In the image on the right, there are three circles. Note that all the circles’ radii are different. But the addition of the third circle significantly reduced the size of the area, which is the black area.
Combine these with the trilateration (or maybe quadlateration, pentalateration or more) and you will end up with smaller areas. This is the case with the Global Positioning System: the more satellites you see, the more precise is your location.
How Many GPS Satellites does My Device have to See?

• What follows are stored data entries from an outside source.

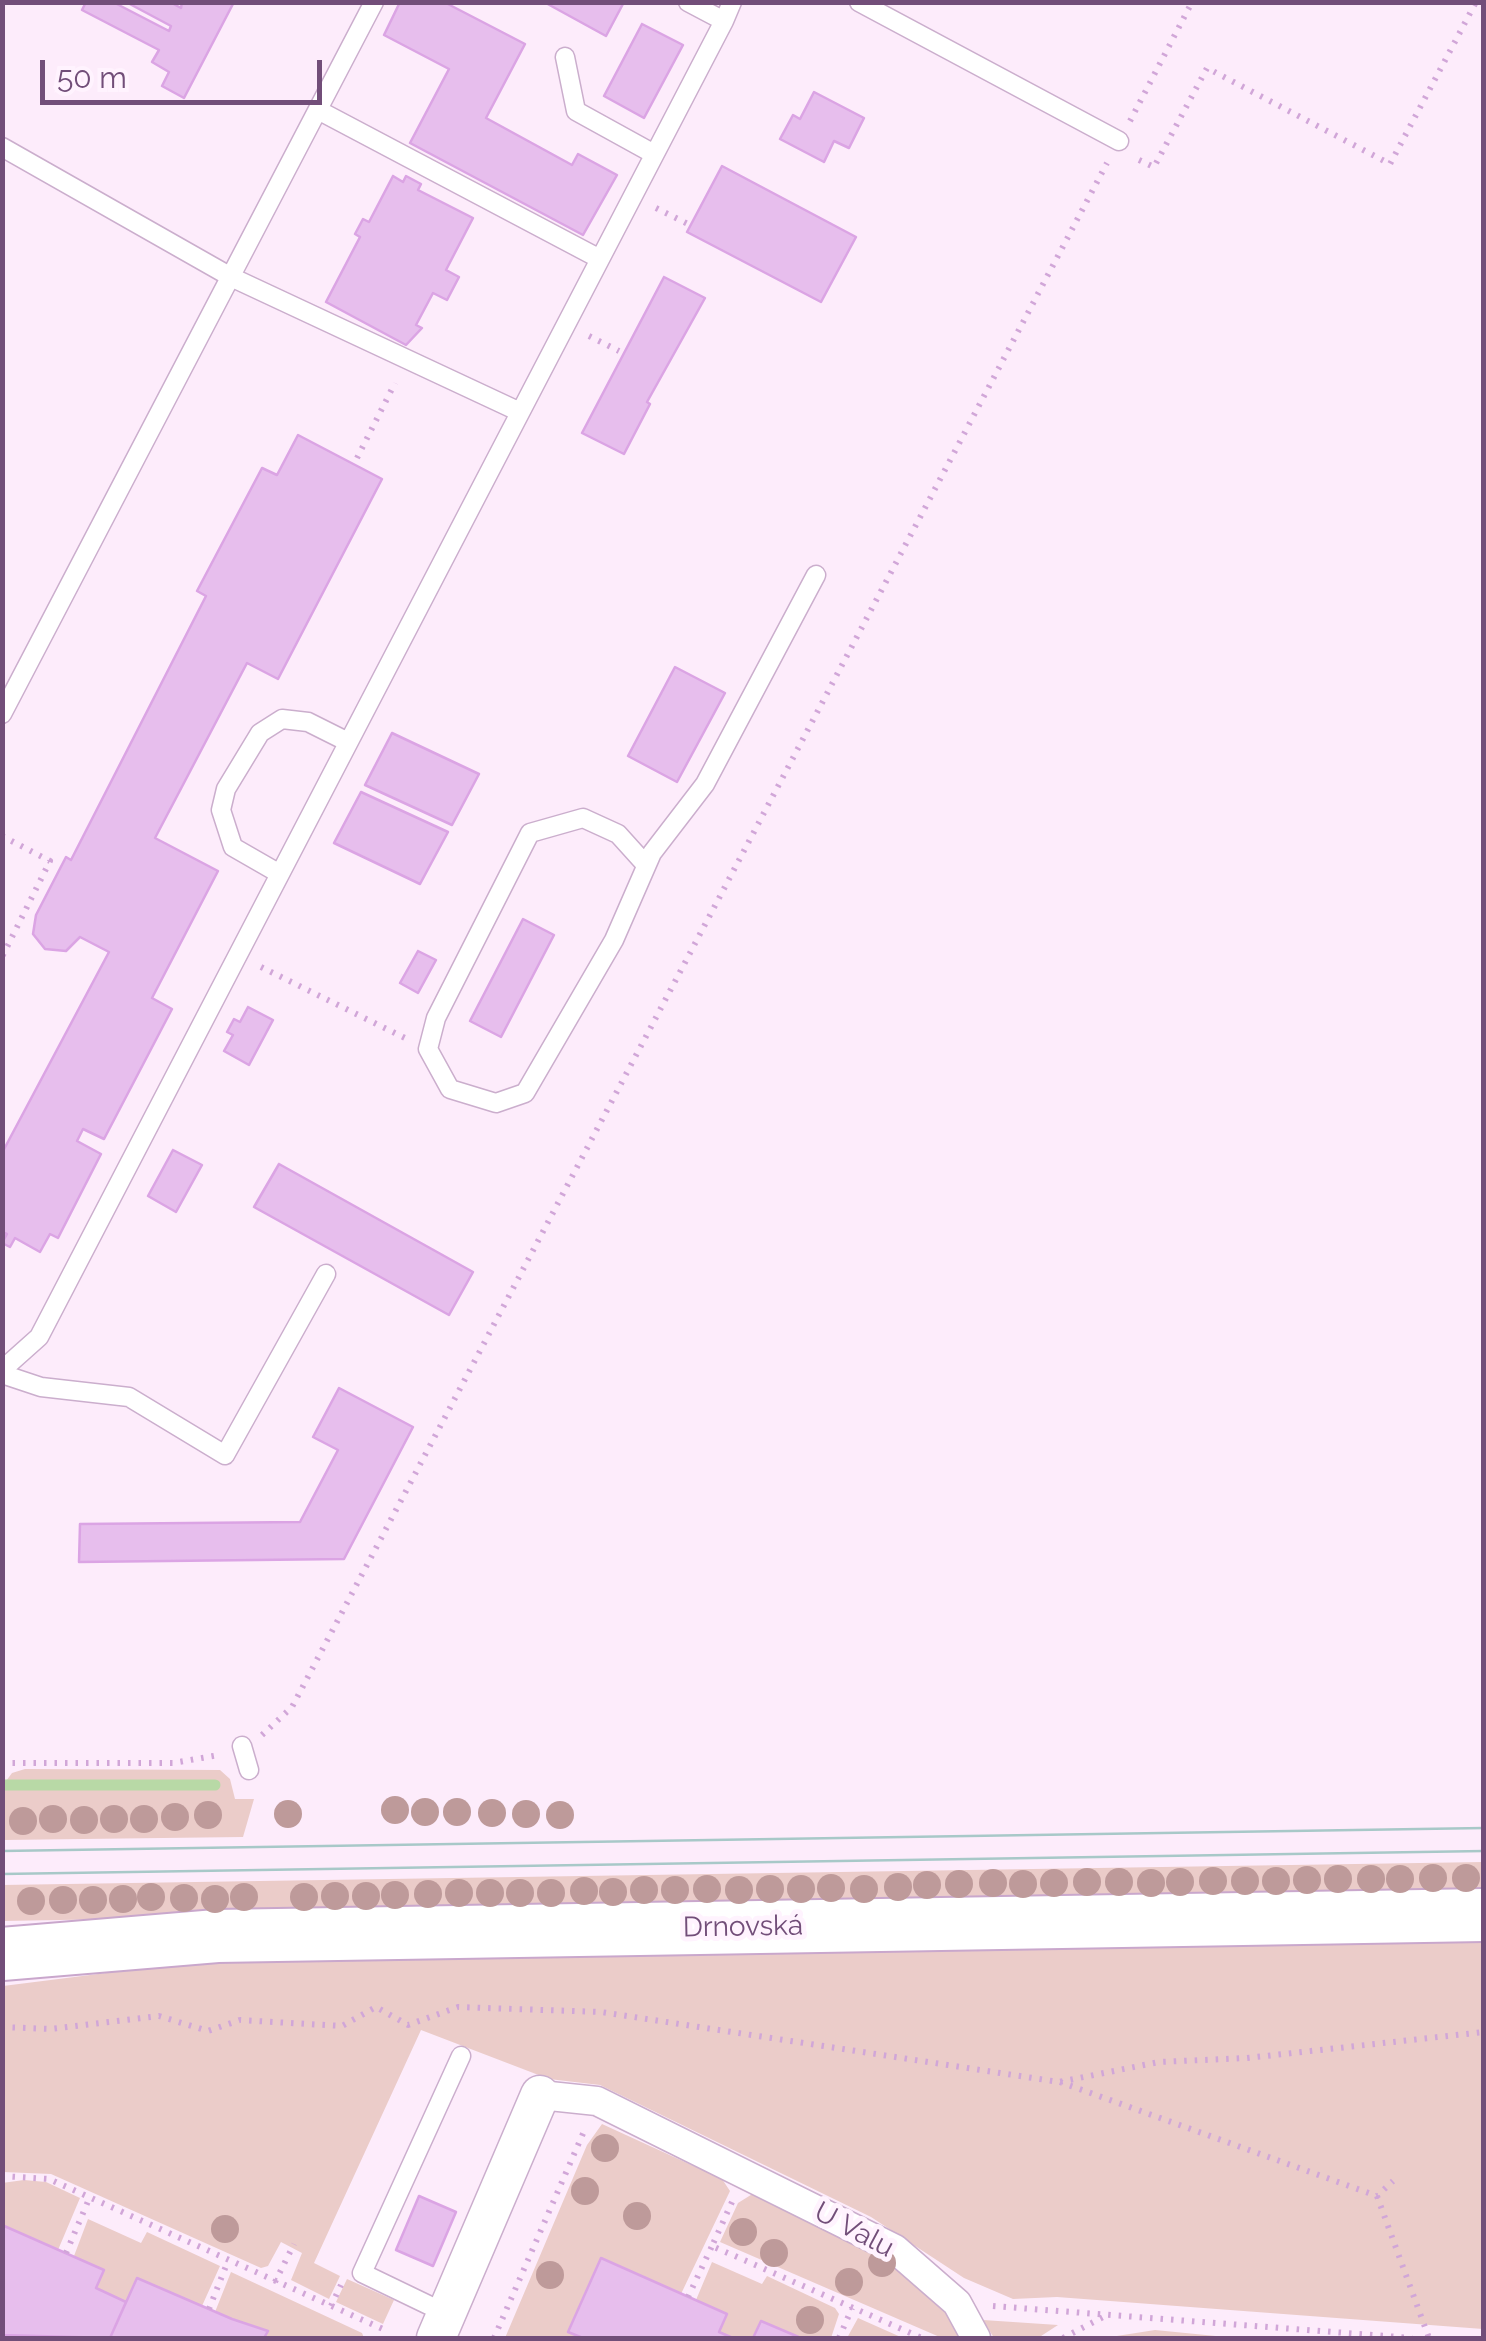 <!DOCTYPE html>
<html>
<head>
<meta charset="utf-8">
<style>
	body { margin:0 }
	#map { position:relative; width:1486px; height:2341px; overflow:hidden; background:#fdecfb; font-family:Raleway,sans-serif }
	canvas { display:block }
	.frame { position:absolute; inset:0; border:5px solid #724e79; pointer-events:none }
	.scale { position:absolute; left:40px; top:60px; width:282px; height:45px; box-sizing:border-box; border:5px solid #724e79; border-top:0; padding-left:12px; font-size:30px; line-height:35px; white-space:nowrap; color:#724e79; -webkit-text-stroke:8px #fff3fe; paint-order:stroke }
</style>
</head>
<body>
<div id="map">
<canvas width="1486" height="2341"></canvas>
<div class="frame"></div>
<div class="scale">50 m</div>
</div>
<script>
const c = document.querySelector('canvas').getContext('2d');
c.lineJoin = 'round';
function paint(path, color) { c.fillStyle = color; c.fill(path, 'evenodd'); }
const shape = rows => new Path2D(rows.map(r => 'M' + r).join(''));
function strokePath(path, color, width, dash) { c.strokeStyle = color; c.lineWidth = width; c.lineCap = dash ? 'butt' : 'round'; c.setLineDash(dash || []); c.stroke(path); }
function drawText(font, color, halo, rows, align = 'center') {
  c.font = font + ' Raleway,sans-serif'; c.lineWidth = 10; c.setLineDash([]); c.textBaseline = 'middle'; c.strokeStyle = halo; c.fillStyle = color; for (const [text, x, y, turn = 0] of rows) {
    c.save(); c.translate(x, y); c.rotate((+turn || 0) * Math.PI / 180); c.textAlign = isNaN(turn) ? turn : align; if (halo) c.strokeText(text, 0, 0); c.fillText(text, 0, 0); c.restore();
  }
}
paint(shape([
	[25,1769,220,1770,230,1779,235,1799,254,1799,243,1837,3,1840,3,1785,12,1773],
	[1484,1862,1483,1895,3,1921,2,1885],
	[1483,1940,1483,2329,1057,2297,1013,2299,964,2278,871,2217,600,2085,549,2079,421,2030,314,2263,340,2276,329,2299,291,2280,302,2253,281,2242,268,2266,261,2268,51,2174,3,2172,3,1986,233,1957],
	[602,2124,722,2179,730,2191,681,2294,569,2332,583,2338,505,2338,587,2145],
	[24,2180,46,2182,80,2198,58,2250,3,2225,2,2183],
	[754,2193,866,2245,909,2274,935,2297,960,2329,959,2338,942,2338,720,2242,738,2203],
	[88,2219,141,2243,147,2232,220,2266,202,2306,138,2278,126,2302,96,2288,103,2270,74,2256],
	[712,2262,762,2284,767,2276,835,2308,839,2314,831,2338,801,2338,762,2321,753,2338,733,2338,719,2332,727,2314,696,2300],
	[231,2272,362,2333,364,2338,264,2338,267,2331,215,2312],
	[347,2279,394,2300,383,2324,336,2302],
	[858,2318,903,2338,847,2338],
	[983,2320,1058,2325,1038,2338,994,2338],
	[1155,2330,1236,2338,1104,2338]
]), '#ebccc9');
strokePath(shape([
	[2,1785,215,1785]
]), '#b8d9a6', 11);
const building = shape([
	[86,2,113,2,169,31,171,26,126,2,170,2,181,8,182,2,234,2,184,98,162,86,169,72,152,62,159,50,82,10,86,2],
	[400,2,444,2,525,44,486,118,572,165,578,154,617,175,583,235,410,143,449,69,384,35,400,2],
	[544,2,624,2,606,36,544,2],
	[642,24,683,45,644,118,604,96,642,24],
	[814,92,864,118,849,148,834,141,824,162,780,139,793,115,800,119,814,92],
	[722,166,856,237,821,302,687,232,722,166],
	[393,176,403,182,406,176,421,184,418,190,473,218,446,270,459,277,447,300,433,293,416,325,422,328,406,345,326,302,360,237,355,234,363,219,369,222,393,176],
	[664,277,705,298,647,402,650,404,624,454,582,433,664,277],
	[298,435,382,479,278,679,247,663,155,838,218,871,152,998,172,1009,104,1139,83,1129,77,1141,101,1154,58,1238,50,1234,40,1252,15,1238,10,1247,2,1243,7,1234,2,1232,2,1153,109,952,80,937,66,951,45,949,33,934,36,915,66,857,71,860,206,596,197,591,262,468,277,475,298,435],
	[675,667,725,693,677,782,628,756,675,667],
	[392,733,479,774,452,825,365,785,392,733],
	[361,792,448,832,420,884,334,843,361,792],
	[523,919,554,935,501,1037,470,1021,523,919],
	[418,951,436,960,418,993,400,983,418,951],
	[248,1007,273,1020,249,1065,224,1051,233,1035,227,1032,234,1019,240,1022,248,1007],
	[173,1150,202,1165,176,1212,148,1196,173,1150],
	[279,1164,473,1272,449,1315,254,1207,279,1164],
	[339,1388,413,1427,344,1559,79,1562,80,1524,300,1522,338,1450,313,1437,339,1388],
	[419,2196,456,2212,433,2266,396,2250,419,2196],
	[2,2225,104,2270,96,2288,126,2302,110,2338,2,2335,2,2225],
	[601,2258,727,2314,719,2332,733,2338,583,2338,568,2332,601,2258],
	[137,2278,232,2319,268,2331,264,2338,110,2338,137,2278],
	[761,2321,801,2338,753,2338,761,2321]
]);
paint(building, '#e7beed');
strokePath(building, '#dba4e4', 2.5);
const service = shape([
	[859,2,1119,141],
	[724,21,732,2],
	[565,57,576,111,654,154],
	[318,110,600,259],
	[2,147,231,277,520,412],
	[2,714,374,2],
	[646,865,618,834,583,818,530,833,436,1018,428,1049,450,1089,496,1103,525,1093,614,940,652,853,705,784,816,575],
	[280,874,233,847,221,810,226,789,260,733,282,719,308,722,348,742],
	[2,1370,39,1337,724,21,688,2],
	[2,1374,41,1387,129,1397,225,1455,326,1274],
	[242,1746,249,1770],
	[447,2314,362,2273,461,2056]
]);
const pedestrian = shape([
	[540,2095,597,2101,895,2249,957,2303,976,2338]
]);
const minor = shape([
	[436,2338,540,2095]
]);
const secondary = shape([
	[2,1954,217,1936,1484,1915]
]);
strokePath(service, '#cbaecd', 21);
strokePath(pedestrian, '#cbaecd', 31);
strokePath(minor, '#cbaecd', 41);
strokePath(secondary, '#c9a7cc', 56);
strokePath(shape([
	[1130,121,1192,2],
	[1139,160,1154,167,1207,68,1390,164,1476,2],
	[656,208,688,224],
	[589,336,619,351],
	[357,458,395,383],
	[2,836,50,861,2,957],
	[261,967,407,1039],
	[262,1735,292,1707,1107,163],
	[2,1763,173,1763,219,1755],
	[2,2027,51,2029,159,2016,208,2031,240,2020,342,2026,376,2007,408,2025,458,2007,601,2012,1059,2082,1159,2062,1247,2058,1484,2032],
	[1060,2082,1377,2196,1393,2181],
	[2,2176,49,2179,385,2330],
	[1377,2196,1429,2338],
	[732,2202,712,2246,922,2338],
	[66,2253,89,2199],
	[275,2282,294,2244],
	[688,2297,712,2246],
	[331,2306,341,2285],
	[993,2306,1412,2338],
	[209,2309,228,2261],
	[494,2338,585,2129],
	[839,2338,852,2308],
	[1063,2338,1105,2316]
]), '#d1a6d8', 6, [2.5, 8]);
strokePath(service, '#fff', 18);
strokePath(pedestrian, '#fff', 28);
strokePath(minor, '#fff', 38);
strokePath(secondary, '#fff', 52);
strokePath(shape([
	[2,1851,1484,1828],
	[2,1874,1484,1851]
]), '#a8c8c8', 2.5);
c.fillStyle = '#be9a9a';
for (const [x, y] of [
	[395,1810],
	[425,1812],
	[457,1812],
	[492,1813],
	[288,1814],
	[526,1814],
	[208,1815],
	[560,1815],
	[175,1817],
	[53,1819],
	[114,1819],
	[144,1819],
	[84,1820],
	[23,1821],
	[1433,1878],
	[1466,1878],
	[1338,1879],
	[1371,1879],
	[1400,1879],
	[1307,1880],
	[1213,1881],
	[1245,1881],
	[1276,1881],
	[1087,1882],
	[1119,1882],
	[1180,1882],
	[993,1883],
	[1054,1883],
	[1151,1883],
	[959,1884],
	[1023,1884],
	[927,1885],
	[898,1887],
	[831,1888],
	[707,1889],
	[770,1889],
	[801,1889],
	[864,1889],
	[644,1890],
	[675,1890],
	[739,1890],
	[584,1891],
	[613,1892],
	[459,1893],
	[490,1893],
	[520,1893],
	[551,1893],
	[428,1894],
	[395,1895],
	[335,1896],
	[366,1896],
	[151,1897],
	[244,1897],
	[304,1897],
	[184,1898],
	[123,1899],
	[215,1899],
	[63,1900],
	[93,1900],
	[31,1901],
	[605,2148],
	[585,2191],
	[637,2216],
	[225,2229],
	[743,2232],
	[774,2253],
	[882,2263],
	[550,2275],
	[849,2282],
	[810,2320]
]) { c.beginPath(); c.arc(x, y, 14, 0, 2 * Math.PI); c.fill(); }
drawText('28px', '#724e79', '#fff3fe', [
	["Drnovská",743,1927,-1],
	["U Valu",854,2230,28]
]);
</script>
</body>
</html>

Logic says that three satellites should be enough to give a good position. Considering also the space is three dimensional, the location can be calculated by solving the equations for three unknown parameters: Latitude, Longitude and Elevation. Is this really fine? Yes and no. If you input your elevation to your GPS receiver, then three satellites will be enough. However, you will still have to correct the time factor. The best way to do is to wait for a little time and let your GPS receiver “see” four or more satellites. With four or more satellites, and with the elevation you input, your location will be as precise as possible. But there is a very small basic fact: The GPS receiver’s antenna must look directly to the sky. You cannot run a GPS inside the house or in a closed place. The antenna must gather the signals without any interruption.
GPS Receivers: Derived Information
GPS receivers can also produce information derived from its computations like speed, course, distance etc.. This is fairly easy for the device: if you record position A, position B and the time spent between them, then it is easy to calculate the distance, the position of B compared to A and the speed. All that is done is solving some basic algebraic equations in analytic geometry.